This post is brought to you by Silvia Night’s powerhouse performance Congratulations
It’s pretty safe to say, that I’m unique. Not in the sense, everybody is a unique snowflake. But genuinely different to most (if not all) people. The most obvious thing about my singularities is my sense of style, or the lack of according to some of my critics.
Growing up I tried desperately to be normal. I was extremely shy and spent quite a lot of time all by myself. I’d wear Minnie Mouse sweaters and other lovable Disney characters way longer than the other girls of my class. And I couldn’t hide behind the fact I was going for that nostalgic chic look, that didn’t emerge until a decade later.
I would generally buy new school clothes with my mother during our summer holidays abroad. I made a few fashion faux-pas by buying what we thought might be very hip and cool for the following winter. A faux lamb jacket comes to mind and all neon-green outfit (meaning, sweater, t-shirts, socks and trousers). Nothing remotely close to what anybody else was wearing at the time, and this is during the entire everybody needs to conform period, a.k.a. being a teenager. I did wish I dressed more like the other girls, but I just never really managed to get it right.
During collage, the requirements to conform were even higher, since I went to a posh collage, renowned for everybody looking exactly the same. Present company excluded, despite numerous attempts otherwise. Even though I’d more frequently go shopping during which period and pay close attention to what I should be wearing, I somehow always pathologically didn’t. I remember distinctly going to a party for end of 2nd year, where we got yearbooks for fellow students to sign. One of my classmates, wrote in my book: “ávallt tískulöggan” (e. “always the fashionista”). At first I thought she was making a joke at my expense. Later, I realized maybe she wasn’t. Reading from someone whose opinion I feared that my style wasn’t half bad was very encouraging. I might not have had the style others wanted to steal, but the fact I had my own style was worth while. A few months later I got offered to model for the cover of a school magazine. The theme was before and after make-over. I still don’t know why I got picked. I was most definitely a nobody in my year and it was the year above that was organizing the magazine. Somehow this girl with no name stood out. Was it because of my unique style? I like to think so.
In retrospect, since it was a make-over piece, maybe my style was so awful that the year above needed to take drastic measures to right this wrong. Lets hope I’m being paranoid, and it’s not the case.
University was liberating when it came to fashion fiends.
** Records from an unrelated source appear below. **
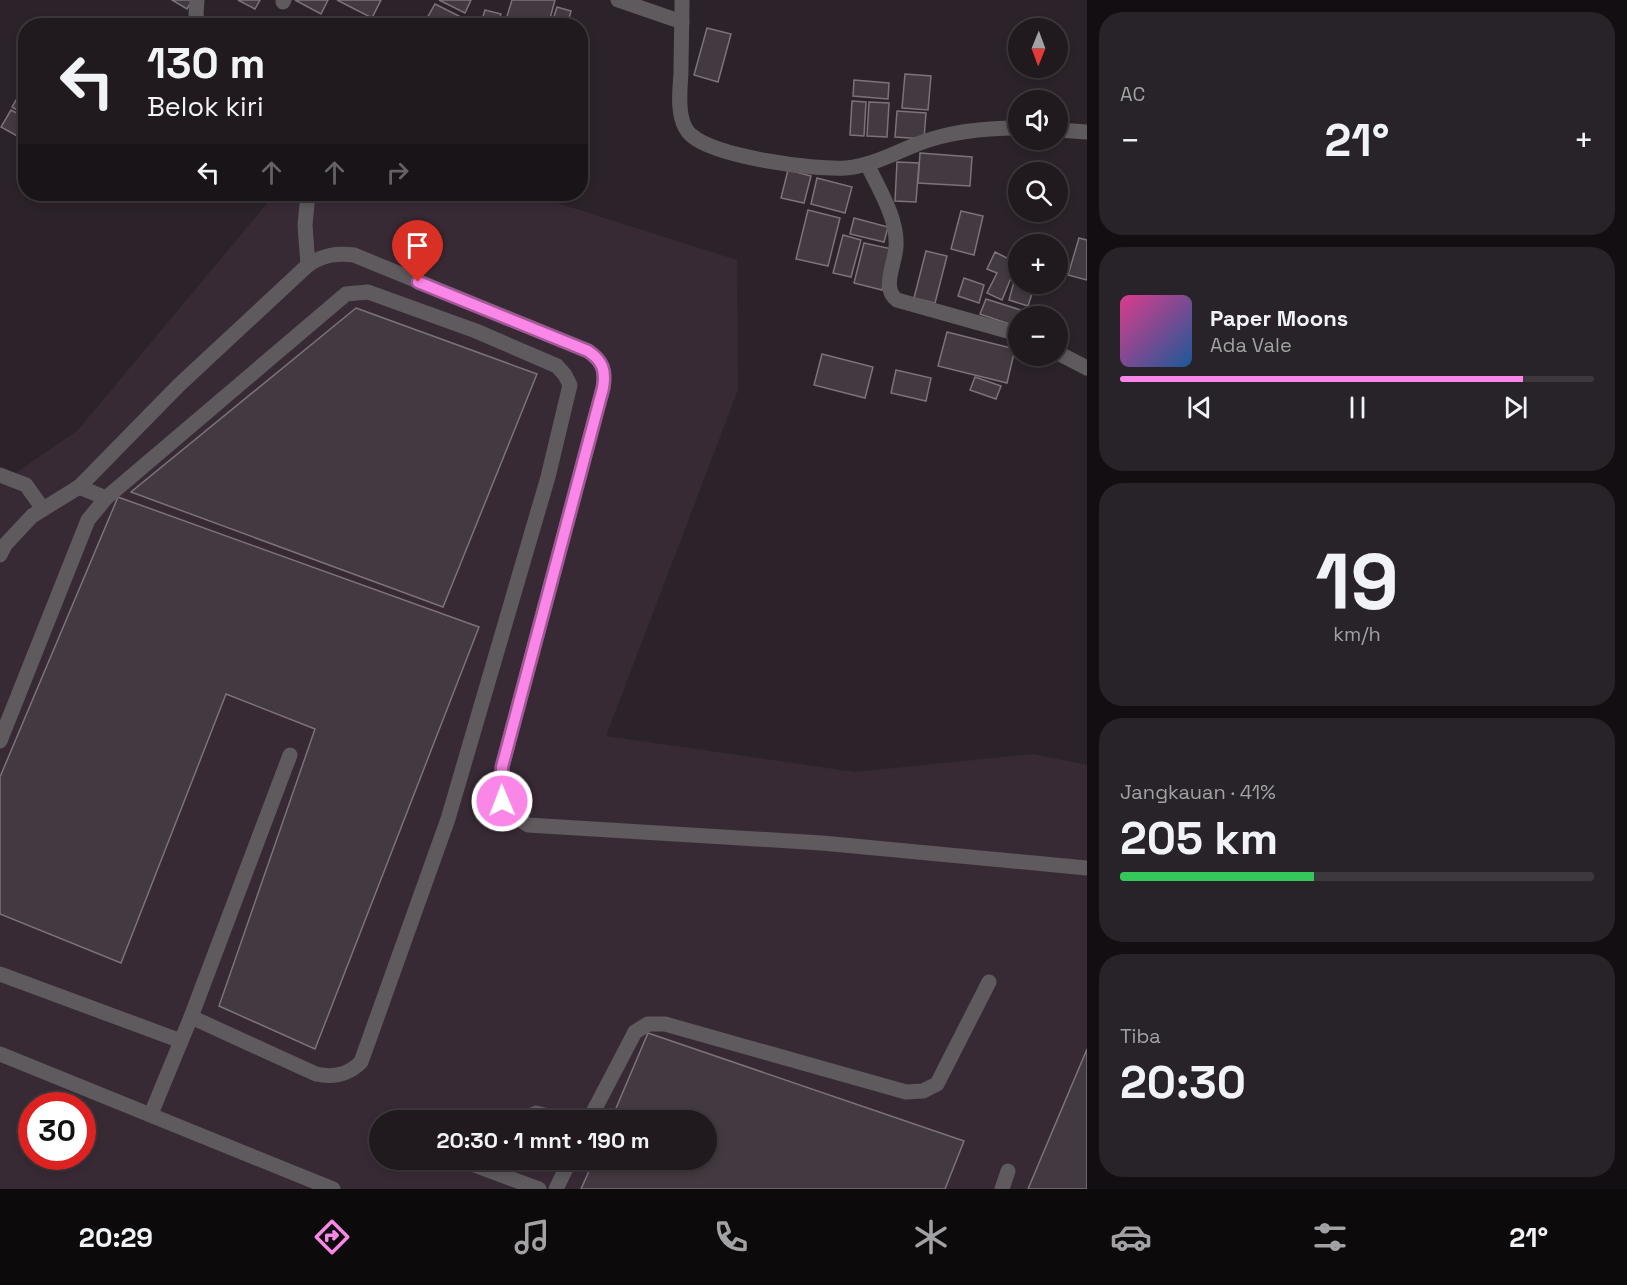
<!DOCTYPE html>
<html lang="id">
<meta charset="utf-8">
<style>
:root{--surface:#201a1f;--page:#282328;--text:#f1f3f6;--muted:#a2a1a4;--line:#3d383d;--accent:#fa87e8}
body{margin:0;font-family:"Space Grotesk",sans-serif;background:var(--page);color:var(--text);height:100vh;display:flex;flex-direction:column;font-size:22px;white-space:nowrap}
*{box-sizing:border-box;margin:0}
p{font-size:20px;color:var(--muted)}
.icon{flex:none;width:33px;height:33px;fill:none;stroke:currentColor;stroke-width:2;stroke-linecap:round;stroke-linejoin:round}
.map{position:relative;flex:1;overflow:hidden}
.side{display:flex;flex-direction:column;gap:12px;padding:12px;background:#120e11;width:540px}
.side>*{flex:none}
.banner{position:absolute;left:18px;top:18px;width:570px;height:183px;border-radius:24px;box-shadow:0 3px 9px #0003,0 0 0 2px var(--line);background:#201a1f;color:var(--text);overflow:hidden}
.needle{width:39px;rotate:181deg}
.fabs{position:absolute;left:1008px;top:18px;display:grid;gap:12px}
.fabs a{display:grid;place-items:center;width:60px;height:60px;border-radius:50%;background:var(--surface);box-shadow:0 3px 9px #0003,0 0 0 2px var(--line);font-size:30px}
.speed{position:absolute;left:18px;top:1092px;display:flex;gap:12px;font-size:30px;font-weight:700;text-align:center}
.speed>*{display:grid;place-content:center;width:78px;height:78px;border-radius:50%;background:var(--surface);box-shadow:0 3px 9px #0003,0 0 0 2px var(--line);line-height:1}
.speed .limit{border:9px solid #d22;background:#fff;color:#111}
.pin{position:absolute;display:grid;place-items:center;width:51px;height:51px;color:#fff;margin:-62px -26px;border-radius:50% 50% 50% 0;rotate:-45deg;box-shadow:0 0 6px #0007}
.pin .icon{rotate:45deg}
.me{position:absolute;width:66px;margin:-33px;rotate:359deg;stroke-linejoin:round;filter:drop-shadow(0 0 4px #0008)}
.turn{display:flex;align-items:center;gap:21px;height:126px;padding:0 30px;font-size:27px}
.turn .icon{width:78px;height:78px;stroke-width:2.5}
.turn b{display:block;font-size:42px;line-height:51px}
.lanes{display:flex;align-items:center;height:57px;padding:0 30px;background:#0003;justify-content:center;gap:30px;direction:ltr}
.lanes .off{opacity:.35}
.big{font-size:45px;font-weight:600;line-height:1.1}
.side .widget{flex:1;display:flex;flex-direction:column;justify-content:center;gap:9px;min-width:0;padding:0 21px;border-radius:24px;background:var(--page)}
.side .dial{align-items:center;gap:0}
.dial b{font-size:78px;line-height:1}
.song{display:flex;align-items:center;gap:18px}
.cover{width:72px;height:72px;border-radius:9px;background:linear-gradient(135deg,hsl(330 70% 55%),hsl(210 70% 35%))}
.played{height:6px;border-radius:3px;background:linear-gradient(90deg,var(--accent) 85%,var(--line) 85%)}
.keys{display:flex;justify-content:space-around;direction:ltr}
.heat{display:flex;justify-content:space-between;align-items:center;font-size:33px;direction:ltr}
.charge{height:9px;border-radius:4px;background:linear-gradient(90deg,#34c759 41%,var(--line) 0)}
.trip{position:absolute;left:369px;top:1110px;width:348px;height:60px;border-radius:30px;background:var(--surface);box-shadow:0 3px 9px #0003,0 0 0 2px var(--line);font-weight:600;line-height:60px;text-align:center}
.dock{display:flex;height:96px;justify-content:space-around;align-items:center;background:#0d0a0c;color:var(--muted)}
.dock .icon{width:42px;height:42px}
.dock .on{color:var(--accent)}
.dock b{font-size:27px;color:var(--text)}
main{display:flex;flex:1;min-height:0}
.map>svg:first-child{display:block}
</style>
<main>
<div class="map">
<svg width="1087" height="1189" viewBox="0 0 1087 1189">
<rect width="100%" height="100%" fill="#2b2329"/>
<!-- built -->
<path fill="#382a35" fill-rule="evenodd" d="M 275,194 L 529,194 L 737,260 L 738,390 L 606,736 L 855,772 L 1033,754 L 1087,765 L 1087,1189 L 0,1189 L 0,484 L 78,430 ZM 32,1106 L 82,1106 L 82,1156 L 32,1156 ZM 380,1120 L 706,1120 L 706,1160 L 380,1160 Z"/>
<!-- building -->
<g fill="#433940" stroke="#7c727a" stroke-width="1.5">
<polygon points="172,0 192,0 187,9"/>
<polygon points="238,0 260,0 255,9"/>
<polygon points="295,0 328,0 321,14"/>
<polygon points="337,0 381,0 372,18"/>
<polygon points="439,0 471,0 465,13"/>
<polygon points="512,0 555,0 548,26 504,26"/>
<polygon points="435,4 463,18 459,26 437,26 426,20"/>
<polygon points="557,7 571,11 567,26 551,26"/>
<polygon points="485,10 501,14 497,26 480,26"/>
<polygon points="707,28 731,34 718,82 694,75"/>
<polygon points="905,74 931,76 928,110 902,108"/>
<polygon points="854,80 889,83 888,99 853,96"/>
<polygon points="22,90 26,92 26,115 12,107"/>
<polygon points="852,101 866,102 864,136 850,135"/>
<polygon points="869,102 889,103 887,137 867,136"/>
<polygon points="11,110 26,118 26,141 1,127"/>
<polygon points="897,111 926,113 924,139 895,137"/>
<polygon points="920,153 972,157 970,186 918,183"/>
<polygon points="897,162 919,163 916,202 895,201"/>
<polygon points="788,170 811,176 804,203 781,198"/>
<polygon points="817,178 852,187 845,213 811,204"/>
<polygon points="808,210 840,218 828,266 796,259"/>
<polygon points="961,211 983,216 974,255 951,249"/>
<polygon points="854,218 888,227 884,242 850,234"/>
<polygon points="843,235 861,240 851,277 833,273"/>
<polygon points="1079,238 1087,240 1087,280 1068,275"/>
<polygon points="864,243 892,249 882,290 854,283"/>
<polygon points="926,251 947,256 935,303 914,298"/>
<polygon points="995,252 1017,263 1002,300 987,293 997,273 987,269"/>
<polygon points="1018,267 1018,284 1035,284 1028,306 1009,300"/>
<polygon points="964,278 984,285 979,303 958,296"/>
<polygon points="986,299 1024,311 1023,316 1018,316 1018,327 980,314"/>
<polygon points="356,308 537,374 443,607 131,492"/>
<polygon points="947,332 1015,349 1007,383 938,366"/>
<polygon points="822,354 873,367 865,398 814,385"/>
<polygon points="896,370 931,378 926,401 891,393"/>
<polygon points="975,377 1001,386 996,399 970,390"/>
<polygon points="118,497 479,627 315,1049 219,1006 315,729 226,694 121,963 0,914 0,777"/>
<polygon points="648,1033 964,1141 945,1189 581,1189 594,1160 706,1160 706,1120 611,1120"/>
<polygon points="1087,1049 1087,1189 1028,1189"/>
</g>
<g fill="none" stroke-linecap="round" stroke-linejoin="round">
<!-- minor -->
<g stroke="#5e5a5d" stroke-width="15">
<polyline points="197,0 196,14 198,26"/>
<polyline points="618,0 682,22"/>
<path d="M 682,0 C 682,24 681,49 681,73 C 680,88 678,105 682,119 C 683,124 687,132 691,135 C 716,157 812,170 846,168 C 872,166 896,152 920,143 C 952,131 984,128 1018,128"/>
<polyline points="283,2 284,0"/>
<polyline points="1058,130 1087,132"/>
<path d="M 867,164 C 879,189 898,219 896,247 C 895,264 881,288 897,300 L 1018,334"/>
<polyline points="308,265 305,225 308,194"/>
<polyline points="1058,353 1087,368"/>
<polyline points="0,475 26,485 43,509"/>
<path d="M 79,487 L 106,498 L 346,294 L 368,292 L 476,331 L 557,366 L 565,375 L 570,385 L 548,477 L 448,819 L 361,1062 C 348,1075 334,1078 316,1074 L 191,1017"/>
<path d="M 0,555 L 5,545 L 32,516 L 79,487 L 179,385 L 308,265 C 323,255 336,253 354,255 L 588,351 C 603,361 606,371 603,388 L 502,767 C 500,800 499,807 528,825 L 822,843 L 1087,868"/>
<polyline points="0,741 88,520 106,498"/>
<polyline points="0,974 181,1041"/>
<polyline points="0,1054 333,1189"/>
<polyline points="151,1114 191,1017 290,755"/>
<polyline points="521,1120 536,1113 566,1120"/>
<polyline points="589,1120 635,1032 648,1024 665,1024 906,1092 923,1091 937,1084 989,982"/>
<polyline points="461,1160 539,1189"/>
<polyline points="556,1189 570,1160"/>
<polyline points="1002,1189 1008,1171"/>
</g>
</g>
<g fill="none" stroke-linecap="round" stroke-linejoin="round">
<defs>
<path id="route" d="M 418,282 L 588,351 C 603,361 606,371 603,388 L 502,767 L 502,801"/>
</defs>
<!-- route casing -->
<use href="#route" stroke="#a25897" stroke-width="15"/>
<!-- route -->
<use href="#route" stroke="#fa87e8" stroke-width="10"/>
</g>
</svg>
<div class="fabs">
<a><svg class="needle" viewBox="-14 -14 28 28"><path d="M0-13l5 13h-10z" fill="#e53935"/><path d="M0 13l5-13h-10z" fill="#a2a1a4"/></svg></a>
<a><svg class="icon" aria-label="sound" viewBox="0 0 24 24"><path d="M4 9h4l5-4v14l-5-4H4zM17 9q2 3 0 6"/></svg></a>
<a><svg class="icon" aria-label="search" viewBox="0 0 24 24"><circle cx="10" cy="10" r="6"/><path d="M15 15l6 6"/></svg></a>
<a>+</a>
<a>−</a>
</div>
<div class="speed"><div class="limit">30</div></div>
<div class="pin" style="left:418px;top:282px;background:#d93025"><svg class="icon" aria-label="arrive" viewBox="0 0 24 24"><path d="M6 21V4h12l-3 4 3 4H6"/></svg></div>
<svg class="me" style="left:502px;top:801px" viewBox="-20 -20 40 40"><circle r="17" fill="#fa87e8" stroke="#fff" stroke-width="3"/><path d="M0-11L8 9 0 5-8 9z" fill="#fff"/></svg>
<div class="trip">20:30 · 1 mnt · 190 m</div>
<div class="banner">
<div class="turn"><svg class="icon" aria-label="left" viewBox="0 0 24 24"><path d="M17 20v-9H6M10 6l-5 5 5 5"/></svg><div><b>130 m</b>Belok kiri</div></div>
<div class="lanes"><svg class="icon" aria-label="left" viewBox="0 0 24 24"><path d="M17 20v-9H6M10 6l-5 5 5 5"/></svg><svg class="icon off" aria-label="ahead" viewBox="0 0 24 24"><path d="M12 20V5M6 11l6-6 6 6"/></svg><svg class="icon off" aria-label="ahead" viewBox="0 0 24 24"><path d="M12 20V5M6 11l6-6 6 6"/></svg><svg class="icon off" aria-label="right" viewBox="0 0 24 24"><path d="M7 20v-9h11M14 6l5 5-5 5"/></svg></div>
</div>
</div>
<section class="side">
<div class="widget"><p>AC</p>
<div class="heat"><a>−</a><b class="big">21°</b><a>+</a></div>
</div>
<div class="widget">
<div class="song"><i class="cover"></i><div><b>Paper Moons</b><p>Ada Vale</p></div></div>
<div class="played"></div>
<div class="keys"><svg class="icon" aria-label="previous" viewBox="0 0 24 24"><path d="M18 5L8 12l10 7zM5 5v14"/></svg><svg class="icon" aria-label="pause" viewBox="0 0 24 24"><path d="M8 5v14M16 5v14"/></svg><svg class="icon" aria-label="next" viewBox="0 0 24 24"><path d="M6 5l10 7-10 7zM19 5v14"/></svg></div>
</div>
<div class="widget dial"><b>19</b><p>km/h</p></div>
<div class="widget"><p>Jangkauan · 41%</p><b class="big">205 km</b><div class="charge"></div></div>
<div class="widget"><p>Tiba</p><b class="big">20:30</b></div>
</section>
</main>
<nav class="dock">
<b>20:29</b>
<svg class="icon on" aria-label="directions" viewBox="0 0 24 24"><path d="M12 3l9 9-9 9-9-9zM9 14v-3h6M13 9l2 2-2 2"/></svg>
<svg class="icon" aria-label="music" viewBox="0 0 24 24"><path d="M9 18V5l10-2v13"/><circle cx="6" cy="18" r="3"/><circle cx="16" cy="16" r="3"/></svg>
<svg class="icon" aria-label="phone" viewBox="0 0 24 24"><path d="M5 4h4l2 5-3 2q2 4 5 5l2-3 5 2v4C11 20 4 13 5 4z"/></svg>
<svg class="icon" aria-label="climate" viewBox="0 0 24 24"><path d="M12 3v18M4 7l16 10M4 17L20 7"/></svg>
<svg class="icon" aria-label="car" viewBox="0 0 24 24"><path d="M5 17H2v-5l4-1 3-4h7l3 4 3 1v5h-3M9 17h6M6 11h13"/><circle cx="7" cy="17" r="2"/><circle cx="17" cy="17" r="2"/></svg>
<svg class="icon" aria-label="filters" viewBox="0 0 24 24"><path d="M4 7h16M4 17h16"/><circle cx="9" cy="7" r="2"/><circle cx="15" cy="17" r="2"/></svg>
<b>21°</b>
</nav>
There were hardly any other girls, so I could wear whatever I liked. There was no need to conform, we were too few for it to be noticed I wasn’t dressed normal. I kind of let myself go then, in what I bought, and since then there has been no turning back. My wardrobe is quite diverse now. I’m happy with it. I love my clothes. We have an understanding. I feel good, they feel good. It’s a mutual giving relationship. If people don’t like what I’m wearing, it’s fine by me. You don’t have to wear it. Actually, I’d prefer that they didn’t. My Camper Twins Ice Cream sandals are all mine, and not for borrowing. Sorry. They’re extremely comfortable and put a smile on my face. I’m not going to stop wearing them, despite however vulgar people may find them.
Like Mark Twain once said,
Clothes make the man
and I am no different. Mine just say I’m a modest version of Sylvía Nótt.